The upcoming Hard Working Class Heroes festival is a hotbed of unsigned talent, as Cormac Duffy finds out

In musical spheres, the word ‘festival’ conjures an elaborate image of mud, tents, alcohol, mud, casual sex, and of course, mud. Mercifully, there is an annual Dublin-based event to remind us that one need not sacrifice the comforts of civilised society for the sake of quality music. Hard Working Class Heroes (HWCH) will be taking over the city centre on the nights of October 6th, 7th and 8th in order to showcase the best in new Irish music.

Speaking to Otwo, festival director Angela Dorgan explains how “It was set up to help promote Irish bands in an Irish music industry context.” Now in its ninth year, the festival has established the esteemed reputation of being a vital event for both fans and industry insiders to attend.
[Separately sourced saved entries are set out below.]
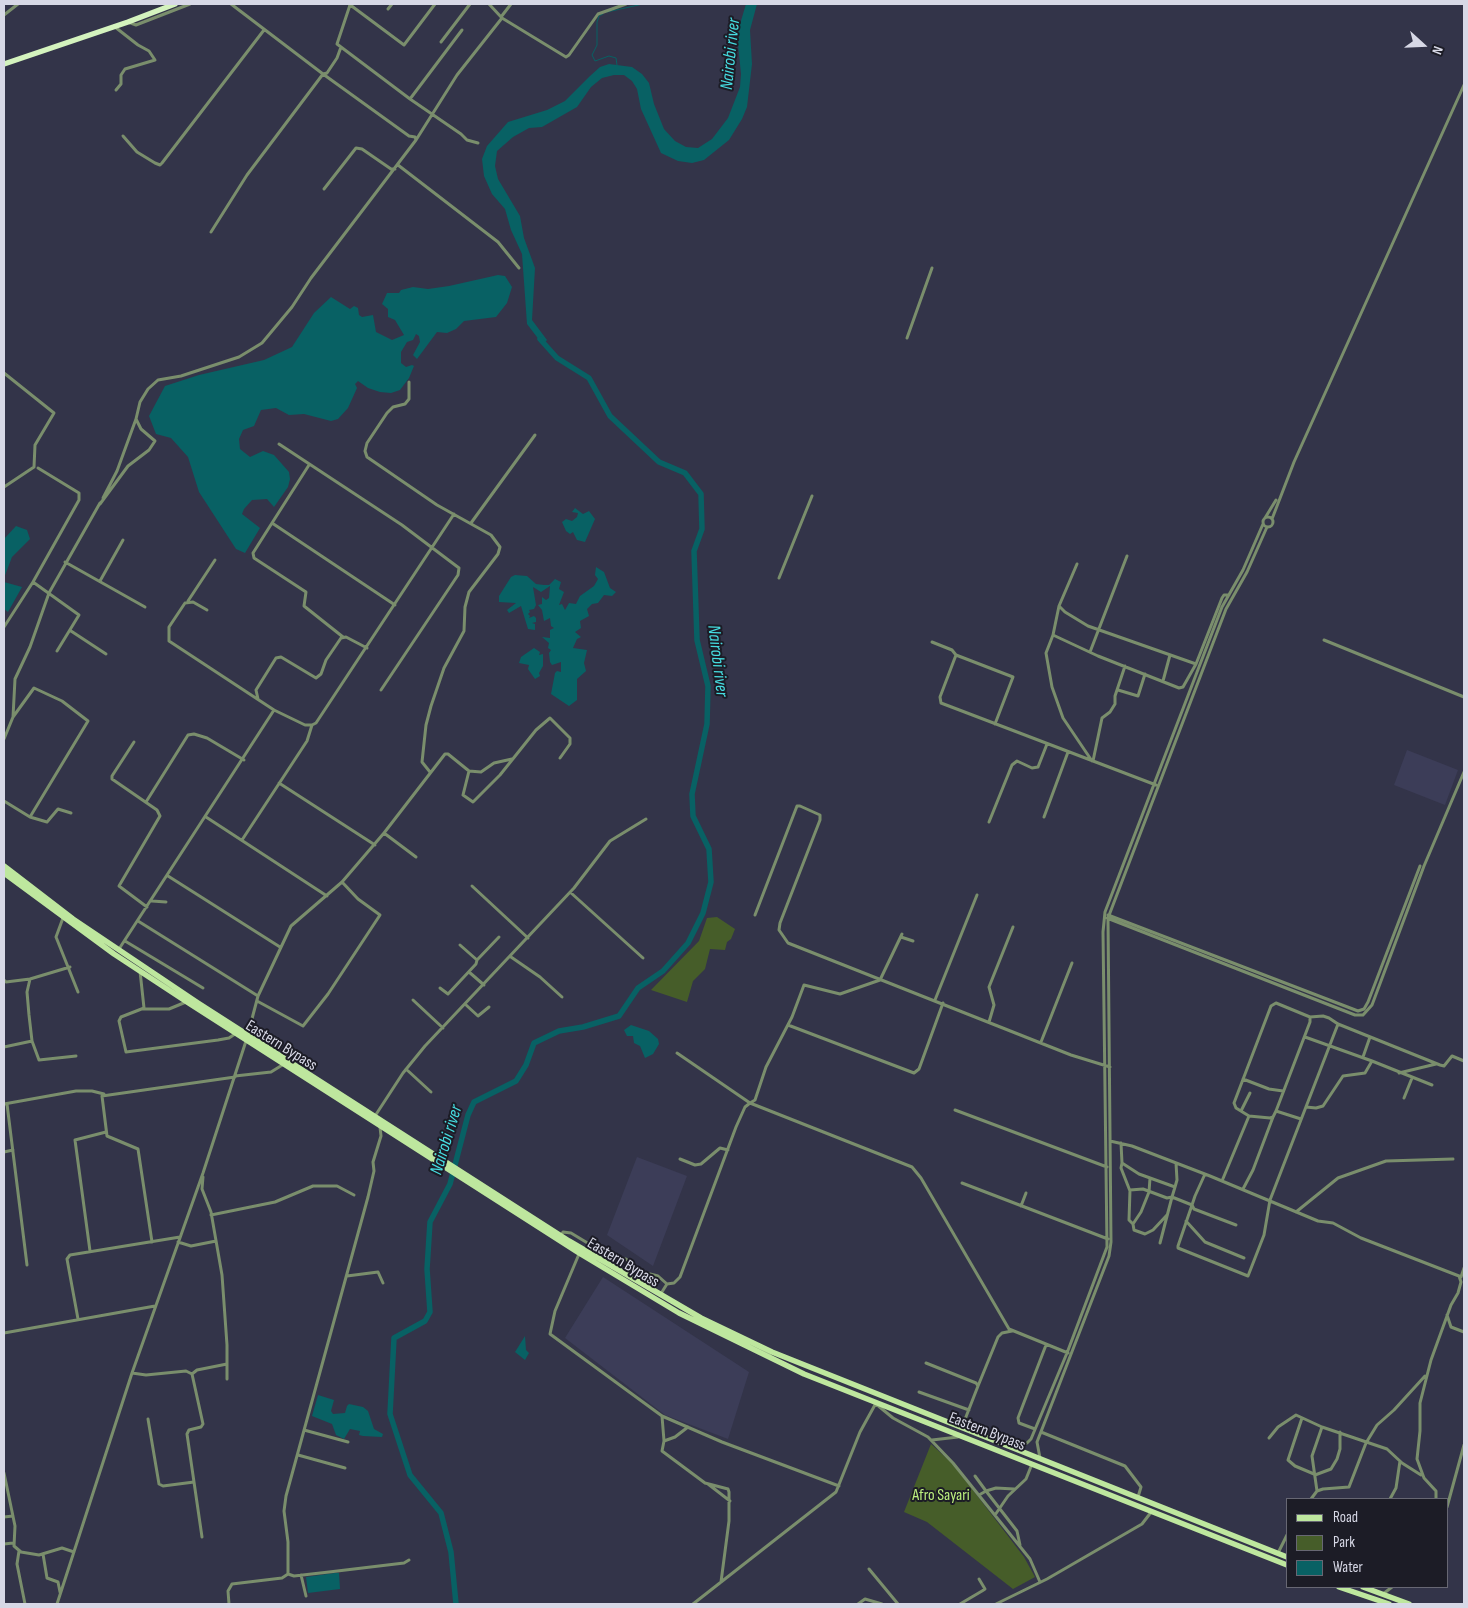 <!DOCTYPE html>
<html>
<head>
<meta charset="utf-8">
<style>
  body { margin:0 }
  #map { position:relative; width:1468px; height:1608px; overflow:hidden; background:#333449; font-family:"Sofia Sans Condensed",sans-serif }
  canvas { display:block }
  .frame { position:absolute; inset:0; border:5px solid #d7d8e6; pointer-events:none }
  .legend { position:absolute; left:1286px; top:1498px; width:162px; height:90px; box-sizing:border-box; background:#1c1c26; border:1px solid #676773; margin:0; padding:6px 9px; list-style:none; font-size:15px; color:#d7d8e6 }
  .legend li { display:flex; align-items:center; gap:10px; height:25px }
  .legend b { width:25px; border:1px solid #676773 }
  .north { position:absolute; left:1398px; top:20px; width:50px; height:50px; -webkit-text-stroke:4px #1c1c26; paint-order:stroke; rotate:110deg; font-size:14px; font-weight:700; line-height:20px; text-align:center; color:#d7d8e6 }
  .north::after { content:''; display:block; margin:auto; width:18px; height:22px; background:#d7d8e6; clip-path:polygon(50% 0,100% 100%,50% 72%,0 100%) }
</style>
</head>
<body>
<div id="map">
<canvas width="1468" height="1608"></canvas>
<div class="frame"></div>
<ul class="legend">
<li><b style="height:6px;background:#bee79e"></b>Road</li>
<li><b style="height:14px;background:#465d29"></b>Park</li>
<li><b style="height:14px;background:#086164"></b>Water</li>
</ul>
<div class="north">N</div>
</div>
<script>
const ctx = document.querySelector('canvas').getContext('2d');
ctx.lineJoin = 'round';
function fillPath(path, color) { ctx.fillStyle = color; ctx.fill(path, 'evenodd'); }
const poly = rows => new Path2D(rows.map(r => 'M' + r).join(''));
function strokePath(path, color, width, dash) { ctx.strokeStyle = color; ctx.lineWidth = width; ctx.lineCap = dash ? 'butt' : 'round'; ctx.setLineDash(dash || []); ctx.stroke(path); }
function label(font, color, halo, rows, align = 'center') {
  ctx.font = font + ' "Sofia Sans Condensed",sans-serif'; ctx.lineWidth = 4; ctx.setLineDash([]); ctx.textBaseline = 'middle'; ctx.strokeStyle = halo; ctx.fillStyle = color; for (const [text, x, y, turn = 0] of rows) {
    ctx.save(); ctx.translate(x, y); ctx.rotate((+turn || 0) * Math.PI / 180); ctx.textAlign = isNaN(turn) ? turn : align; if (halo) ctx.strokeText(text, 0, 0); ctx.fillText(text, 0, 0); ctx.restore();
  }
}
fillPath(poly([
  [1407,750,1458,770,1445,805,1394,785],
  [637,1157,687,1176,653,1266,607,1235],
  [603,1277,749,1372,728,1439,665,1415,565,1338]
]), '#3c3d58');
fillPath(poly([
  [717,917,735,929,731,939,727,942,725,950,710,949,705,969,693,981,687,1002,651,990,699,941,707,918],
  [931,1444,953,1464,1024,1557,1035,1577,1013,1589,927,1522,904,1512]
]), '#465d29');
fillPath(poly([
  [746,4,757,4,750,30,752,64,747,107,742,119,729,140,704,160,692,163,678,161,661,153,641,109,637,89,632,81,624,75,614,75,602,78,591,87,577,107,542,127,529,128,513,137,497,151,495,166,498,179,520,216,524,238,535,268,532,320,547,340,543,345,527,324,522,254,511,230,505,209,492,194,484,176,482,159,487,146,508,122,547,110,565,101,590,76,600,67,609,64,632,67,642,74,649,83,654,104,664,129,675,141,686,147,698,148,712,139,728,118,740,87,741,74,737,34],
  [498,275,505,276,512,287,507,303,496,317,464,321,456,329,447,333,437,332,417,359,413,355,420,342,419,336,416,334,413,340,407,342,401,352,401,363,406,367,412,365,414,366,409,378,400,390,391,393,380,392,368,388,358,381,355,384,357,388,348,408,338,419,331,421,304,414,289,415,276,408,261,410,254,426,243,430,239,439,240,449,250,457,263,451,274,455,289,472,290,479,288,487,274,507,267,499,252,500,244,509,242,514,260,528,245,553,236,549,199,492,188,457,171,438,156,434,149,416,165,386,199,375,264,360,292,347,314,313,331,297,350,309,354,306,358,308,359,315,362,317,373,315,376,332,392,340,404,335,395,320,388,317,388,309,382,304,387,293,399,293,401,290,413,287,428,289,449,286],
  [575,508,583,514,589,511,595,519,585,542,577,540,573,532,570,534,566,531,562,522,566,519,572,521,577,517,578,513,572,512],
  [16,526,27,530,30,539,12,557,4,578,4,539],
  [596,567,604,572,610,588,616,592,612,596,604,595,598,603,592,604,587,609,589,616,580,621,581,628,575,632,581,637,577,639,573,648,587,650,584,663,586,671,577,679,577,700,569,706,551,694,555,673,557,671,561,672,561,662,552,665,550,662,549,653,551,650,548,648,549,643,542,637,550,638,550,630,554,628,551,626,550,618,544,621,542,610,538,605,542,604,542,597,546,600,549,598,550,586,541,592,533,587,536,605,534,609,529,610,530,612,528,614,530,616,529,618,534,616,536,618,536,622,532,623,535,624,535,630,528,629,521,606,509,613,507,610,516,603,499,602,499,596,511,577,515,575,527,576,536,584,544,585,549,585,555,579,561,582,559,589,564,592,559,605,562,604,565,610,569,603,576,604,580,596,594,586,598,579,595,575],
  [4,582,22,587,8,612,4,609],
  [534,648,540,652,539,655,543,654,543,666,539,673,540,676,535,679,528,669,529,665,519,663,521,657],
  [631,1025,649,1031,658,1039,659,1044,653,1054,645,1058,640,1046,634,1043,633,1036,627,1036,624,1030],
  [525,1336,526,1350,529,1353,525,1360,515,1352],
  [318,1395,334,1400,331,1411,333,1414,345,1413,347,1406,349,1404,363,1407,368,1411,374,1429,383,1434,382,1437,363,1436,359,1435,360,1431,350,1429,344,1439,336,1435,332,1424,312,1416],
  [335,1573,339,1573,340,1589,308,1593,306,1577]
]), '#086164');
strokePath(poly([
  [607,12,643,4],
  [603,14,599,16,597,22,597,45,592,55,595,61,609,56,616,58,617,65]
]), '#086164', 1);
strokePath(poly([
  [456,1604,451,1552,441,1513,410,1475,390,1414,394,1338,425,1321,430,1312,427,1269,430,1222,450,1184,468,1115,474,1102,516,1081,526,1065,534,1043,559,1031,583,1027,619,1016,638,988,663,971,688,943,703,913,711,882,709,849,693,816,692,794,707,724,708,686,697,640,694,551,702,529,701,494,685,473,659,462,610,416,589,378,557,358,540,339]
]), '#086164', 5.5);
strokePath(poly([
  [349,4,404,45,435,4],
  [489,4,502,18,566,57,569,55,598,14,626,4],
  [350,5,337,44,410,99,462,30],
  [388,9,392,4],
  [4,15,18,4],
  [501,17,511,4],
  [128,22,136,25,190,4],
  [115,27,138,45,149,51,155,60,125,69,121,75,121,84,116,90],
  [441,42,470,4],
  [410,99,461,134,467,140,478,143],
  [123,136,137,152,155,163,160,165,162,163,264,30],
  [416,140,457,75,502,18],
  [398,165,498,242,519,268],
  [324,189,356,148,362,149,391,169,395,169],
  [211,232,247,175,323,74,327,73,337,58,341,47],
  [907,338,932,268],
  [4,373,54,413,35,445,34,467,4,487],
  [409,382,409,399,405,404,393,407,387,413,367,443,365,451,367,457,437,505,491,535,500,547,498,554,469,592,465,607,464,631,444,668,431,706,426,725,422,762,430,772],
  [279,444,402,525,459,568,458,575,381,690],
  [309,465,272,523,395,605],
  [103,498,117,471,136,419],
  [100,504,128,466,149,450,155,441,141,429,136,419,140,402,148,389,158,380,181,376,239,357,262,343,292,307,311,278,416,140,415,137,409,136,323,74,231,4],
  '1263 522a5 5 0 1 1 10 0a5 5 0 1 1-10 0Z',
  [1265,518,1276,500],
  [1272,519,1294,462,1464,85],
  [272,523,253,553,254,558,306,592,304,606,343,637],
  [471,523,535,435],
  [65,562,145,607],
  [1077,564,1059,606,1053,635,1098,656,1179,688,1183,687,1196,664,1222,598,1224,595,1229,595],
  [779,578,812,496],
  [100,581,123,540],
  [33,582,79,500,79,493,38,468],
  [188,601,215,560],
  [1059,606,1065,612,1088,626,1196,664],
  [207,610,193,602,185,603,169,627,169,641,274,710],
  [4,627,33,582,79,615,57,651],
  [71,631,106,654],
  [1053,635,1046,653,1052,687,1063,718,1092,761],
  [1324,640,1464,697],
  [932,642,952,650,956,655,940,697,941,703,1156,785],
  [1090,652,1127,556],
  [956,655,1013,677,995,724],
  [1163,681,1170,655],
  [1118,690,1138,696,1145,674],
  [258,699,256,690,276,658,281,657,316,678,321,674,326,660,341,638,346,637,367,648],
  [13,717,15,679,30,647,49,593,100,503],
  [4,739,13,717,34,688,62,701,88,721,30,817],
  [134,742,112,776,112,779,157,810,160,816,119,886,147,907],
  [1093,761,1102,718,1110,712,1115,704,1115,696,1125,666],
  [469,771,481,772,494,763,512,759],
  [279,783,375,845],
  [4,801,30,817,47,822,58,809,71,813],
  [146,802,188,735,194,734,207,738,244,760],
  [206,817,327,896],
  [1044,817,1068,752],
  [989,822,1012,765,1017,761,1032,768,1038,767,1047,744],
  [384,833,416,857],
  [242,840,307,741,312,725],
  [168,876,280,947],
  [472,886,528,938],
  [570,892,643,958],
  [152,901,166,902],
  [755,915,797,806,800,806,820,815,820,820,780,923,779,930,788,943,1071,1055,1110,1067],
  [1108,915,1358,1011,1364,1009,1368,1002,1420,866],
  [63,918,56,937,78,992],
  [1107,918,1355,1015,1363,1015,1372,1005,1424,866,1464,772],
  [138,921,258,996],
  [901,937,913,941],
  [125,941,203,988],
  [119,949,274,710,305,725,312,725,316,723,454,514],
  [511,957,540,977,562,997],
  [477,960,499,937],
  [70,967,30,979,27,992,29,1015,32,1041,39,1060,76,1056],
  [140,971,144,1008,121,1017,119,1021,126,1052,218,1040,229,1038,235,1034],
  [469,972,484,985],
  [4,980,6,982,30,979],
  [440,988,448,994,476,964,477,960,460,945],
  [413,1000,443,1028],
  [935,1000,977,895],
  [257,1001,303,1026,328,994,380,915,358,899,342,882],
  [465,1004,478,1016,489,1007],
  [143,1009,169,1009,186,1002],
  [1310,1017,1323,1016,1329,1018,1338,1024,1440,1065,1444,1066,1452,1056,1464,1061],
  [989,1022,994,1005,989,987,1013,927],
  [788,1025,914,1073,919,1069,943,1003],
  [248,1034,258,996,291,926,342,882,384,833,445,754,448,754,469,771,463,795,473,802,500,775,536,730,550,718,570,738,570,744,560,758],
  [1305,1037,1372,1061],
  [1041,1042,1072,963],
  [4,1047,32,1041],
  [677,1053,750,1103,755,1100,766,1067,792,1017,804,985,840,994,880,980,902,934],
  [1363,1057,1370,1037],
  [406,1069,431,1092],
  [1399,1073,1436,1064],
  [235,1076,271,1072,284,1064],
  [1243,1079,1269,1089,1283,1091],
  [1404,1098,1412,1078],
  [4,1104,76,1091,92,1091,104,1094],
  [7,1104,27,1265],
  [1306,1107,1316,1108,1323,1106,1343,1076,1365,1073,1372,1061,1432,1085],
  [955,1110,1107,1167],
  [1241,1111,1250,1093],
  [1276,1111,1273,1117,1270,1118,1249,1116,1236,1108,1234,1103,1271,1006,1276,1003,1310,1017,1310,1022,1276,1111,1301,1119],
  [375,1116,403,1073,425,1046,574,888,610,841,646,819],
  [1110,1141,1132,1146,1210,1176,1318,1221,1333,1223,1361,1238,1459,1276,1461,1282,1458,1293,1451,1305,1431,1360,1420,1403,1420,1431,1417,1459,1424,1478,1436,1491,1436,1499],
  [1121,1143,1122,1163,1139,1174,1175,1187,1172,1197,1192,1205,1178,1246,1178,1248,1248,1276,1264,1235,1270,1200,1338,1024],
  [4,1152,13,1150],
  [680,1159,695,1165,701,1164,720,1148,728,1150],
  [1122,1163,1121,1168,1130,1191],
  [1205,1174,1195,1196,1192,1205,1194,1209,1236,1225],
  [203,1177,202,1189,211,1212,222,1275,227,1345,227,1379],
  [1150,1178,1149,1192,1141,1212,1133,1224,1134,1230,1145,1234,1153,1230,1167,1215],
  [1222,1181,1249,1116],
  [962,1183,1108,1239],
  [1175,1187,1177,1180,1176,1163],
  [1243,1189,1253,1170,1273,1117],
  [1021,1206,1026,1193],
  [1296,1212,1338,1178,1386,1161,1453,1159],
  [211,1215,275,1202,313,1186,337,1186,354,1195],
  [1186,1221,1205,1242,1244,1258],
  [1133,1224,1129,1220,1130,1190,1143,1189,1167,1198,1172,1197,1160,1243],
  [561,1235,563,1232,571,1233,614,1259,626,1259,638,1271,658,1276,667,1284],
  [152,1242,138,1149,107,1136,102,1096,235,1077],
  [178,1242,191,1246,216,1241],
  [90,1251,75,1140,106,1132],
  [579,1254,555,1311,550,1334,662,1416,722,1442,839,1486],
  [347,1276,378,1272,383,1283],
  [1461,1277,1464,1268],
  [660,1295,667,1284,674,1283,680,1277,736,1127,745,1107,750,1103,912,1167,921,1178,1009,1329,1068,1353],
  [1447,1315,1451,1327,1464,1332],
  [78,1319,67,1259,70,1255,180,1237],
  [4,1333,155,1306],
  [926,1363,976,1383,978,1386,962,1427],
  [132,1373,146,1375,186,1371,192,1374,203,1424,201,1427,189,1430,187,1434,202,1537],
  [192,1374,197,1370,227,1364],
  [978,1386,998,1337,1002,1333,1012,1331],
  [919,1392,969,1410],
  [876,1404,893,1418,928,1437,953,1463,1030,1559,1040,1582],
  [662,1416,664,1441,662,1451,705,1483,728,1489,729,1492,729,1521,721,1582],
  [1302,1418,1288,1460,1295,1466,1314,1474],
  [148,1419,159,1484,163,1486,194,1482],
  [1035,1429,1019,1423,1018,1418,1046,1345],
  [304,1430,348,1442],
  [1041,1432,1125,1466,1141,1487,1138,1497],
  [1269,1438,1278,1427,1296,1415,1322,1427,1387,1449,1402,1463,1421,1475],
  [932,1440,958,1437],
  [664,1441,675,1437,688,1427],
  [1017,1448,1027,1443,1031,1439,1067,1353,1107,1247,1103,932,1105,912,1222,607,1243,570,1263,524],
  [298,1455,345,1468],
  [1040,1458,1037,1442,1109,1256,1111,1242,1108,918,1226,609,1247,572,1267,527],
  [4,1473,15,1526,14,1546,21,1552,39,1555,62,1548,74,1552],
  [1315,1475,1331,1469,1337,1459,1340,1449,1340,1432],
  [975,1476,986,1491,996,1488,1014,1489],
  [708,1484,730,1501],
  [1317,1491,1312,1456,1322,1427],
  [979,1495,986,1491,1017,1531,1020,1545],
  [1311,1499,1317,1491,1323,1489,1349,1487,1366,1443,1377,1425,1394,1410,1425,1376],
  [1390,1499,1396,1488,1400,1461],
  [1447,1507,1464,1445],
  [995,1515,1008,1496,1026,1479,1032,1464],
  [4,1517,13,1516],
  [4,1544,13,1543],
  [19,1551,17,1564,25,1604],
  [1278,1553,1287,1535],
  [43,1554,47,1578,58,1582,60,1592],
  [869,1569,898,1604],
  [288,1574,288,1542,284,1511,286,1496,368,1197,374,1171,373,1162,381,1136,380,1127],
  [288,1574,294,1576,329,1572,404,1563,409,1560],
  [301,1575,306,1596],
  [1383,1594,1392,1587],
  [57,1604,132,1373,203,1173,246,1041],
  [229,1604,228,1591,232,1584,282,1578,288,1574],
  [693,1604,836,1492,860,1432,876,1403],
  [858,1604,865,1599,882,1604],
  [960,1604,982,1591,985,1589,979,1579],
  [996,1604,1047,1579,1142,1524,1152,1511]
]), '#7a8e6c', 3);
strokePath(poly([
  [4,866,73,919,198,1003,569,1241,701,1318,772,1352,1287,1557],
  [4,873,114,954,187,1002,579,1253,679,1313,804,1374,1287,1565],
  [1339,1587,1389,1604],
  [1363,1587,1409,1604]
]), '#bee79e', 5.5);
strokePath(poly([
  [4,64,128,22,175,4]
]), '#d4f3be', 5.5);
label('16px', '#d7d8e6', '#1c1c26', [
  ["Eastern Bypass",281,1046,32],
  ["Eastern Bypass",623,1263,31],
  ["Eastern Bypass",987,1432,21]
]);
label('16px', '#bcf07e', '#1c1c26', [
  ["Afro Sayari",941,1496]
]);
label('italic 18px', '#46dce0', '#1c1c26', [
  ["Nairobi river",731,54,-84],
  ["Nairobi river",717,661,83],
  ["Nairobi river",447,1140,-73]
]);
</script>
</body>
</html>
Fans will spend the three nights hopping between six of Dublin’s best venues (including the Button Factory, the Workman’s Club and the Grand Social), all of which are running simultaneous showcases. While audiences are subjected to an element of speculative hype, with everyone trying to determine what band could be the next reasonable-sized thing, it’s easy to take it in the here and now. A densely packed underground of music exists in Ireland, and much of it bypasses us before we have the chance to really take it in.

The festival gives attendees the privilege to surround themselves with this music for the weekend. When not playing Dublin’s best venues, bands will also be doing daytime gigs across the city, performing in everything from cafes to furniture shops.

With a line-up of one hundred bands, Otwo ask Dorgan to recommend a single act. “That is like asking me who is my favourite child!” she replies with a laugh. She does offer a suggestion to those unfamiliar with the acts however, advising that they check out the curated showcases, where bands performing are those selected by journalists as the ‘ones to watch’.

The days are also taken up by panel discussions from some of the brightest in the music business, aimed at new bands looking to get publicity. Talks are being given from concert bookers, festival organisers and members of the press. As Dorgan puts it, it is “information straight from the horse’s mouth from those you need to encounter as your career develops.” The keynote panel, ‘The Free Agenda’ tackles whether or not giving away free music can be a gateway to success. Given that this year is shaping up to be the tipping point for mixtape culture online, it’s an apt choice.

With a full pass costing a bargain €45, there’s no excuse for you to miss out on seeing your local musical heroes.